洗衣服的同时,摆姐去宿舍楼门口的机子上帮富姐补办了校园卡——林玲送她的备用机上登着校园账号,代办起来很容易——还跑去最近的三食堂买了早餐和补充的可乐、顺带吹掉自己身上烧过东西的烟味,这时候再跑回宿舍,脸不红心不跳地和刚从洗手间出来的卷姐无缝衔接上了之前的话题。

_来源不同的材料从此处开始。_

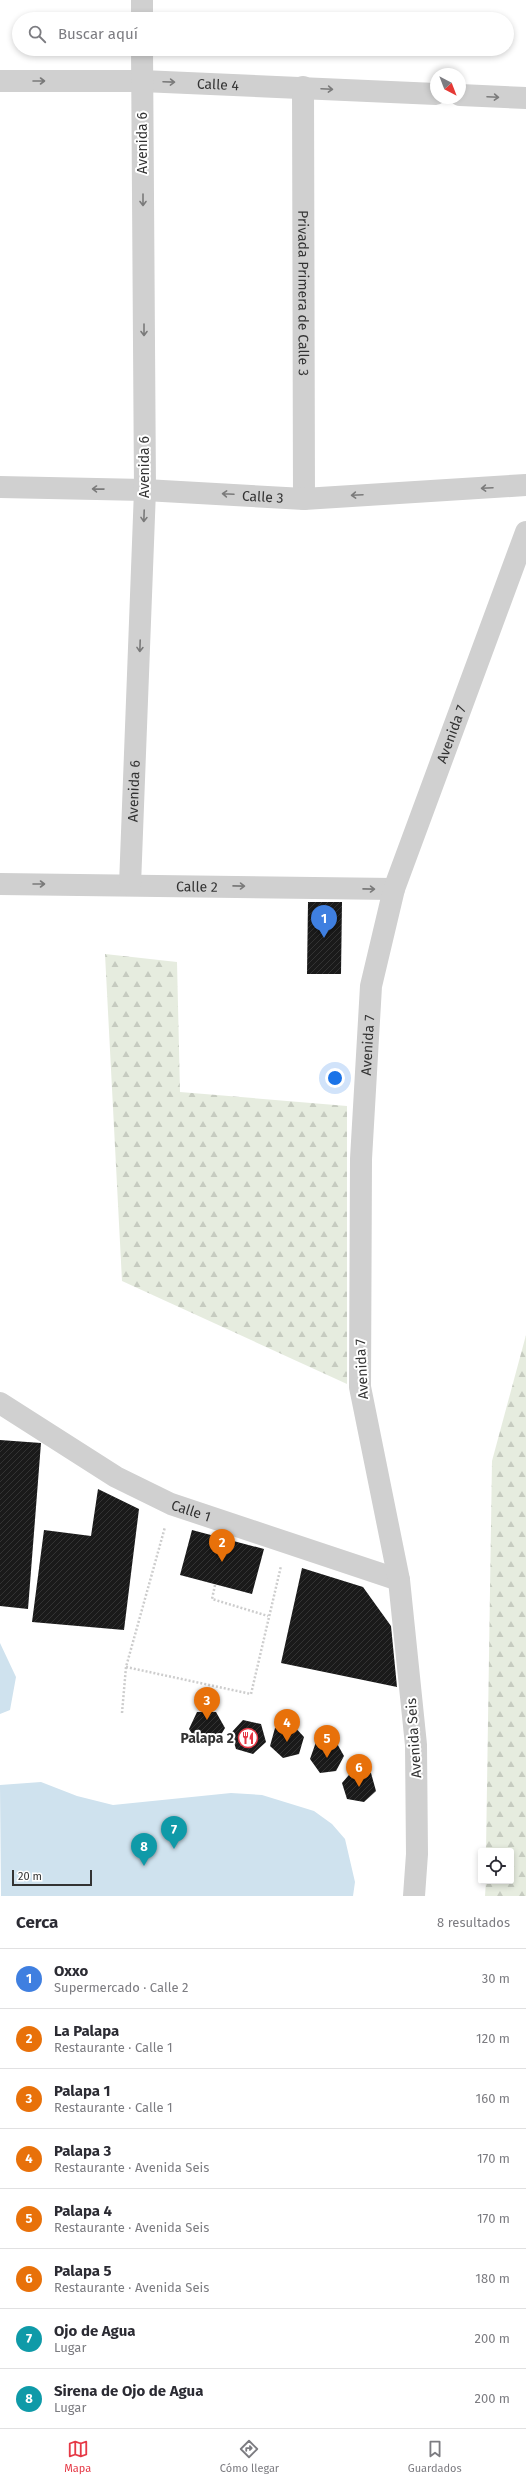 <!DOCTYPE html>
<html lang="es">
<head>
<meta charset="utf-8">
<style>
  :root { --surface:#fff; --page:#f7f7f7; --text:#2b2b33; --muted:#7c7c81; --line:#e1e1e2; --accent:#e63946 }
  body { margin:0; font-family:"Fira Sans",sans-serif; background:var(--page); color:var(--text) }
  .controls { position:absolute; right:12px; bottom:12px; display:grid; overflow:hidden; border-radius:4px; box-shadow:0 2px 6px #0003 }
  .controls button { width:36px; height:36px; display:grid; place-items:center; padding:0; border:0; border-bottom:1px solid var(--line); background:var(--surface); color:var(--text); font:20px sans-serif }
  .compass { position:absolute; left:430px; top:68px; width:36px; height:36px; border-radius:50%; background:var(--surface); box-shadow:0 2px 6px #0003; rotate:138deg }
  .scale { position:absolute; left:12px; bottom:10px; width:80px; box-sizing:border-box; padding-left:4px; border:2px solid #333; border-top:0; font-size:11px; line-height:14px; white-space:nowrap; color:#333; -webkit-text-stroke:3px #fff; paint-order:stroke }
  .you { position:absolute; left:335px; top:1078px; width:14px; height:14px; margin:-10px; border:3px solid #fff; border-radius:50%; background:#1a73e8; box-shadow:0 0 0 6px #1a73e833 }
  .badge { display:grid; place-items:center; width:26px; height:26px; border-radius:50%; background:var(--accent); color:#fff; font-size:13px; font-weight:700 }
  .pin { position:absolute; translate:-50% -33px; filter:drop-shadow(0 1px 2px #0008) }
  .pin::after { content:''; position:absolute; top:21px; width:14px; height:12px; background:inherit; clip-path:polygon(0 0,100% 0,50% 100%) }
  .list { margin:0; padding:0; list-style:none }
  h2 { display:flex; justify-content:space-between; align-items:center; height:52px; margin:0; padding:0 16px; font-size:17px }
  h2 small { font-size:13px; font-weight:400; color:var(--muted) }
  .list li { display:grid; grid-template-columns:26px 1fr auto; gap:12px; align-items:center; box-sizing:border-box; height:60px; padding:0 16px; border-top:1px solid var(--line) }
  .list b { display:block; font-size:15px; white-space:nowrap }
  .list p { margin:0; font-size:13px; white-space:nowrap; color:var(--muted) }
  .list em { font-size:13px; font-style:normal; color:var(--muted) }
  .icon { flex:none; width:22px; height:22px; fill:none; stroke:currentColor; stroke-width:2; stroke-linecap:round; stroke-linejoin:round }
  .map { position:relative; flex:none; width:526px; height:1896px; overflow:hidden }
  .search { position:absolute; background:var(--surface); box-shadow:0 2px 6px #0003; left:12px; right:12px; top:12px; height:44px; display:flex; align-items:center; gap:10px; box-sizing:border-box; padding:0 14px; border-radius:22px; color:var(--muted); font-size:15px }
  .sheet { height:532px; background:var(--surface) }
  nav { display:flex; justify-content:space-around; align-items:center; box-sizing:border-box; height:56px; border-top:1px solid var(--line); background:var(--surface); font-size:11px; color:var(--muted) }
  nav a { display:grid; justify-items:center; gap:2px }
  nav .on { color:var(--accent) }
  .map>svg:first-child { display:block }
  .forest { fill:url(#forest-firs) }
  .water { fill:#cfe2ee }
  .building { fill:url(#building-hatch) }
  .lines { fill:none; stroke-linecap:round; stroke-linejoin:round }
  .path { stroke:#cdcdcd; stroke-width:2.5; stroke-dasharray:2 2; stroke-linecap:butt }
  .minor { stroke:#d0d0d0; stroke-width:22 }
  .oneway { stroke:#7a7a7a }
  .labels { text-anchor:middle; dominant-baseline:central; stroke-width:4; stroke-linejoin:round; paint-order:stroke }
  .street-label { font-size:14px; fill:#333; stroke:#fff }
  .poi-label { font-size:14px; font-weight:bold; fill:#333; stroke:#fff; text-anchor:end }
</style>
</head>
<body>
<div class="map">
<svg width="526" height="1896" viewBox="0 0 526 1896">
  <defs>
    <pattern id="forest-firs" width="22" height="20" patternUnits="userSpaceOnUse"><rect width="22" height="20" fill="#e6ecdf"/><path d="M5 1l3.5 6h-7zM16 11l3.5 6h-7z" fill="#c6cbc0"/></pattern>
    <pattern id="building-hatch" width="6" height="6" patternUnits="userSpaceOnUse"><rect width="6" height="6" fill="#1a1a1a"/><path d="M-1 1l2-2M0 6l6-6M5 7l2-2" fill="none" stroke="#333"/></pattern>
  </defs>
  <rect width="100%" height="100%" fill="#fff"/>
  <path class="forest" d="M105,954L177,962L180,1092L347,1106V1384L122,1281Z
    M526,1335V1896H485L486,1881H511V1851H486L492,1461Z"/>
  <path class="water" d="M0,1643L16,1677L10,1710L0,1714Z
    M41,1782L77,1796L113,1805L231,1793L262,1795L314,1811L332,1824L345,1839L355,1882L353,1896H1L0,1785Z"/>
  <path class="building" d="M308,902H342L341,974H307Z
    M0,1440L41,1443L28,1609L0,1606Z
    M98,1489L139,1509L124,1630L32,1622L44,1530L91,1536Z
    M192,1530L264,1549L252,1594L180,1575Z
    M302,1568L363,1587L391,1626L397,1687L281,1663Z
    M197,1712H216L225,1728L216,1743H198L189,1729Z
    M243,1720L261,1724L266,1742L253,1754L236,1749L231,1733Z
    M292,1724L304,1737L299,1754L283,1758L270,1746L275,1728Z
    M335,1740L344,1756L336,1771L320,1773L310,1759L316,1742Z
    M354,1769L371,1773L376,1791L364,1802L347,1799L342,1783Z"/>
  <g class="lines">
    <path class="path" d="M215,1585L212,1599L268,1616
      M126,1667L251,1694L281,1566
      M122,1713L126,1667L165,1527"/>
    <g class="minor">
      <path d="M142,19V0"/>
      <path id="s1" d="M0,81H142L436,94"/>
      <path id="s2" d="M303,87L304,499"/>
      <path d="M460,95L526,98"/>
      <path id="s3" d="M0,487L145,490L304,499L526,485"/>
      <path id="s4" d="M0,884L394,889"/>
      <path id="s5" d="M130,885L145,490L142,49"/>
      <path id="s6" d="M0,1403L116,1477L171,1504L399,1580"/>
      <path id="s7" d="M414,1896L417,1854L416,1745L399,1580L360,1387L361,1159L371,986L394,889L526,532"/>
    </g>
  </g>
  <defs><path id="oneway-shaft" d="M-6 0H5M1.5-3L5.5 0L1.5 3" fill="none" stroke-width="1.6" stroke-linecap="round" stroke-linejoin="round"/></defs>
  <g class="oneway">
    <use href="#oneway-shaft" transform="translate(39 81)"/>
    <use href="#oneway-shaft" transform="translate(169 82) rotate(2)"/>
    <use href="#oneway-shaft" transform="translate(327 89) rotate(3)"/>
    <use href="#oneway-shaft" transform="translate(493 97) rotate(3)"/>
    <use href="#oneway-shaft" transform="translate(143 200) rotate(90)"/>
    <use href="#oneway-shaft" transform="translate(144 330) rotate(90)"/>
    <use href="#oneway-shaft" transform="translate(487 488) rotate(177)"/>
    <use href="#oneway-shaft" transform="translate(98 489) rotate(-179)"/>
    <use href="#oneway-shaft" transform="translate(228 494) rotate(-177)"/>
    <use href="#oneway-shaft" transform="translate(357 495) rotate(177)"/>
    <use href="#oneway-shaft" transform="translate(144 516) rotate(92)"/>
    <use href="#oneway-shaft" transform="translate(140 646) rotate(92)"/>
    <use href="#oneway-shaft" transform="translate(39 884)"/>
    <use href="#oneway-shaft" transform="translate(239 886) rotate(1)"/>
    <use href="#oneway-shaft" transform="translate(369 889) rotate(1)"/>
  </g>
  <defs>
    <symbol id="restaurant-ring" viewBox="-11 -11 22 22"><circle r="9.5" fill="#fff" stroke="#e63946" stroke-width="1.5"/><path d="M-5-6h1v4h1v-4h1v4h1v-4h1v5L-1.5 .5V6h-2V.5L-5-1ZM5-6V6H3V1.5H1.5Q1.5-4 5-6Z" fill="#e63946"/></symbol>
  </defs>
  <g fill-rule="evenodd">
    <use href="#restaurant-ring" x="237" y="1727" width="22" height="22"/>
  </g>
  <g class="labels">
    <g class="street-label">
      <text stroke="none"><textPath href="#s1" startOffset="218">Calle 4</textPath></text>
      <text transform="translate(142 143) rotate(-90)">Avenida 6</text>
      <text stroke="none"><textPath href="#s2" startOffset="206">Privada Primera de Calle 3</textPath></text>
      <text transform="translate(144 467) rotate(-90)">Avenida 6</text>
      <text stroke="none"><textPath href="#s3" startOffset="263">Calle 3</textPath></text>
      <text stroke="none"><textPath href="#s7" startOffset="1180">Avenida 7</textPath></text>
      <text stroke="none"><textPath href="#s5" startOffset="94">Avenida 6</textPath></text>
      <text stroke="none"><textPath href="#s4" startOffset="197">Calle 2</textPath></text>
      <text stroke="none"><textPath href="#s7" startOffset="856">Avenida 7</textPath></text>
      <text transform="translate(362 1369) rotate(-93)">Avenida 7</text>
      <text stroke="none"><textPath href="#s6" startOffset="220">Calle 1</textPath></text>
      <text transform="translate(414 1738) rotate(-94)">Avenida Seis</text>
    </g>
    <g class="poi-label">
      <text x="234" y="1738">Palapa 2</text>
    </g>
  </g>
</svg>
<div class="controls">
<button><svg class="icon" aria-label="locate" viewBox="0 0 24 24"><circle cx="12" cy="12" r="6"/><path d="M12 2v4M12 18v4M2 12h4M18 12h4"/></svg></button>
</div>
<svg class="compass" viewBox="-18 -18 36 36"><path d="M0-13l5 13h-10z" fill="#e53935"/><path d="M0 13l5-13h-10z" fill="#7c7c81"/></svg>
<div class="scale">20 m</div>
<div class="you"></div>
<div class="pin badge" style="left:324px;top:938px;background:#3f7fe0">1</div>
<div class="pin badge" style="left:222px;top:1562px;background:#e8710a">2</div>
<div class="pin badge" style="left:207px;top:1720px;background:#e8710a">3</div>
<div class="pin badge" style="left:287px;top:1742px;background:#e8710a">4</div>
<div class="pin badge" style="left:327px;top:1758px;background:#e8710a">5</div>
<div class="pin badge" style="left:359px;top:1787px;background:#e8710a">6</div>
<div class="pin badge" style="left:174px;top:1849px;background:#0f9aa8">7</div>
<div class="pin badge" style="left:144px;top:1866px;background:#0f9aa8">8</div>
<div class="search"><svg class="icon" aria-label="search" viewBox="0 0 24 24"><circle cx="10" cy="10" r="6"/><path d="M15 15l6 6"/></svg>Buscar aquí</div>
</div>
<section class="sheet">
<h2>Cerca<small>8 resultados</small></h2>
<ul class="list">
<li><span class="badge" style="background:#3f7fe0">1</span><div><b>Oxxo</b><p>Supermercado · Calle 2</p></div><em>30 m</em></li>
<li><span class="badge" style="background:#e8710a">2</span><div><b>La Palapa</b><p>Restaurante · Calle 1</p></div><em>120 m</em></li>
<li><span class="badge" style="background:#e8710a">3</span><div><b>Palapa 1</b><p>Restaurante · Calle 1</p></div><em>160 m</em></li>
<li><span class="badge" style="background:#e8710a">4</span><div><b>Palapa 3</b><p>Restaurante · Avenida Seis</p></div><em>170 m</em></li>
<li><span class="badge" style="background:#e8710a">5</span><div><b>Palapa 4</b><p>Restaurante · Avenida Seis</p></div><em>170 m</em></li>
<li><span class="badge" style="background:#e8710a">6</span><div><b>Palapa 5</b><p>Restaurante · Avenida Seis</p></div><em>180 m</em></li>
<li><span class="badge" style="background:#0f9aa8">7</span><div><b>Ojo de Agua</b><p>Lugar</p></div><em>200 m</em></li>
<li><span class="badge" style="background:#0f9aa8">8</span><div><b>Sirena de Ojo de Agua</b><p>Lugar</p></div><em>200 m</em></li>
</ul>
</section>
<nav>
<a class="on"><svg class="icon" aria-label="map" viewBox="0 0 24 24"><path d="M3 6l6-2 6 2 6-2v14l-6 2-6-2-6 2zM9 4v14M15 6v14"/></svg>Mapa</a>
<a><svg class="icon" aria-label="directions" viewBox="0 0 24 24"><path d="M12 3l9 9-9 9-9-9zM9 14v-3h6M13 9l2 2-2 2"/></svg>Cómo llegar</a>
<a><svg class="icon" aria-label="saved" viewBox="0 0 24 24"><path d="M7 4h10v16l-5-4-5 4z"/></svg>Guardados</a>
</nav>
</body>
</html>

至于早餐,这次摆姐也没要钱,而是找了个理由跟卷姐把那包敷眼贴换走了。虽然价格上小有差异,但平时蒙受了不少好处,卷姐倒也没计较这点小事——毕竟这包敷眼贴确实不太好用,她都怀疑是不是自己对这个过敏了。
“哦、对了,今天的课就不用帮我和富姐答到了,我跟辅导员请过假了,这会儿得赶紧去取一下假条。”
好像突然想到了什么,摆姐连忙跟辅导员打了个电话,背上包急匆匆地就要走人。
“嗯……嗯?富姐咋了?”
“啊~没什么事,她昨晚出了点小意外、伤到脚了,我带她去了趟医院,回头去看看情况。”
“啊?是撞到了车了吗、还是楼梯上摔下来了?没事吧?我要不也去看看?”
“没事没事,也就比较常见的个情况,最多下午就回来了。”
摆姐一溜烟就没影了,卷姐挠了挠头,没太细究,准备去上课了。
…
大概是因为考核比较松吧,早八的那节课缺勤非常严重,那么大的一教室一半多的人都没来,以至于从不点名的那个年轻女老师都点了一次名、还是点一个人走一个人的那种,卷姐还暗暗紧张了一下,考虑着该怎么在这种情况下帮摆姐和富姐答到,结果是她白担心了,她们确实有假条,点名时直接把她俩跳过去了。
不过让卷姐有点疑惑的是,明明这时候(没有辅导员的那个)班群里应该会一片哀嚎才是,但哪个群里都没反应,像是那些人全都睡过头了、这会儿还睡着一样,只有来上课的人的幸灾乐祸、没个搭茬的。
“?”
因为缺勤的人实在太多,这门课的年轻女老师好像也被气到了,下课提前了半个多小时,恐怕是找辅导员反应情况了吧?不过这对没缺席的同学们来说反倒是乐得能配三碗饭的双喜临门了。
“……?”
大课间一般不回寝室,但这下多了半个多小时的时间,卷姐决定还是回去看看情况,没来的隔壁寝里好歹也还是有些个熟人的,总得去看看情况。